Steve Jobs lived beyond his name. He lived beyond what people called him day in and day out. "Mr. Jobs," employees and people around the world would say. Had we really thought about what we were calling him, "Mr. Mediocre," or "Mr. Stepping Stone," or "Mr. Way to Make Ends Meet," we'd laugh and tell him (in the most respectful way possible), "You really should consider changing your name." What a double whammy for his name to end with the "s," implying that the plurality of what mediocrity could have been in his life had he never strived to be more.

It has been noted that Jobs' biological parents, (who gave him up for adoption and whose last names were Jandali and Simpson) never named him. It was his adoptive parents, Clara and Paul Jobs who gave him his name.

Steven Paul Jobs embodied what it meant to live beyond your name. To live beyond the social expectations set by the world around us. To live beyond the abandonment of biological parents. Beyond the cold nights of living on your friend's dorm floor after dropping out of college. Beyond selling your only possession (a Volkswagen van) to fund your dream, your passion. With every adjustment of his thin-rimmed glasses, with every speech and new development, with every megabyte, processor, megapixel, and animated story, we're reminded of a legacy that pushes us to take a bite out of our own proverbial apple and change the world.

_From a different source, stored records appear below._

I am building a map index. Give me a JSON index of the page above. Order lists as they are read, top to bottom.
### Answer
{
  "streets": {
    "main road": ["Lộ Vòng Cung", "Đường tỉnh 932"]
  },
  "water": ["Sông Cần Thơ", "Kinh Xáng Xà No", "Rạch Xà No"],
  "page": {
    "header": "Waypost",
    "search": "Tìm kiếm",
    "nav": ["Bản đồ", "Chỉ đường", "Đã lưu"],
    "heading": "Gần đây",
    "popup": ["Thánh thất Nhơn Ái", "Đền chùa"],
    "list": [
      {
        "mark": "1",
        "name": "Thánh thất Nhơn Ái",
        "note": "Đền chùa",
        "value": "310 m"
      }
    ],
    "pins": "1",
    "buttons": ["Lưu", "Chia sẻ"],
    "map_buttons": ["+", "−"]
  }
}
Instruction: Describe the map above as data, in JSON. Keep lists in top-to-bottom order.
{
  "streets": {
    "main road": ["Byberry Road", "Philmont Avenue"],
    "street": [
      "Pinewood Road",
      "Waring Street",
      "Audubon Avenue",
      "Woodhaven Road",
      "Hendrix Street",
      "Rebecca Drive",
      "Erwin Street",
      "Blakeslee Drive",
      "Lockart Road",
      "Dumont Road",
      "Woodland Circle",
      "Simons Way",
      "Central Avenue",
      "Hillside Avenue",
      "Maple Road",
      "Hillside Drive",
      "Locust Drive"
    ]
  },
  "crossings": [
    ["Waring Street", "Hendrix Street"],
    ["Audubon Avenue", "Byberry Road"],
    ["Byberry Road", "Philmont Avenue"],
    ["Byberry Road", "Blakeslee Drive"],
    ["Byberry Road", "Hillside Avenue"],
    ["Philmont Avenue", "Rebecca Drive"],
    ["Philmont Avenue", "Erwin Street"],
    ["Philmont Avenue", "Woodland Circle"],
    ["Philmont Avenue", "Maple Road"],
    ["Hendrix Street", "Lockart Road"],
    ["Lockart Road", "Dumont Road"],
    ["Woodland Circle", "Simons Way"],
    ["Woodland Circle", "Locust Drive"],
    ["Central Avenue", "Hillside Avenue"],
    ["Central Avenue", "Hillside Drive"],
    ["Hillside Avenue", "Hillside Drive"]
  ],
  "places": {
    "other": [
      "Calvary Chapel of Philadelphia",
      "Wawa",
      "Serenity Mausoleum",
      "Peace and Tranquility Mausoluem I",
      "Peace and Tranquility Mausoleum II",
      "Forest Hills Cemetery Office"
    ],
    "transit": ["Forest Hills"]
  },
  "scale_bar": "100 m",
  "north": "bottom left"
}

A final note: As innovative as he was, rarely was he seen outside the black mock-neck shirt and jeans combo and for many, it was that "uniform" that made him so interesting to us. With all of his money and notoriety, that same black mock-neck shirt and jeans reminded us that he was just a kid with a dream like the rest of us. He wanted to live beyond the norm and push the envelope of what it meant to exist and communicate with human kind. No one can say that Steve Jobs didn't change the way they thought, lived, viewed and interacted with the world. No one. We can only hope to live beyond our names and be as innovative as he was.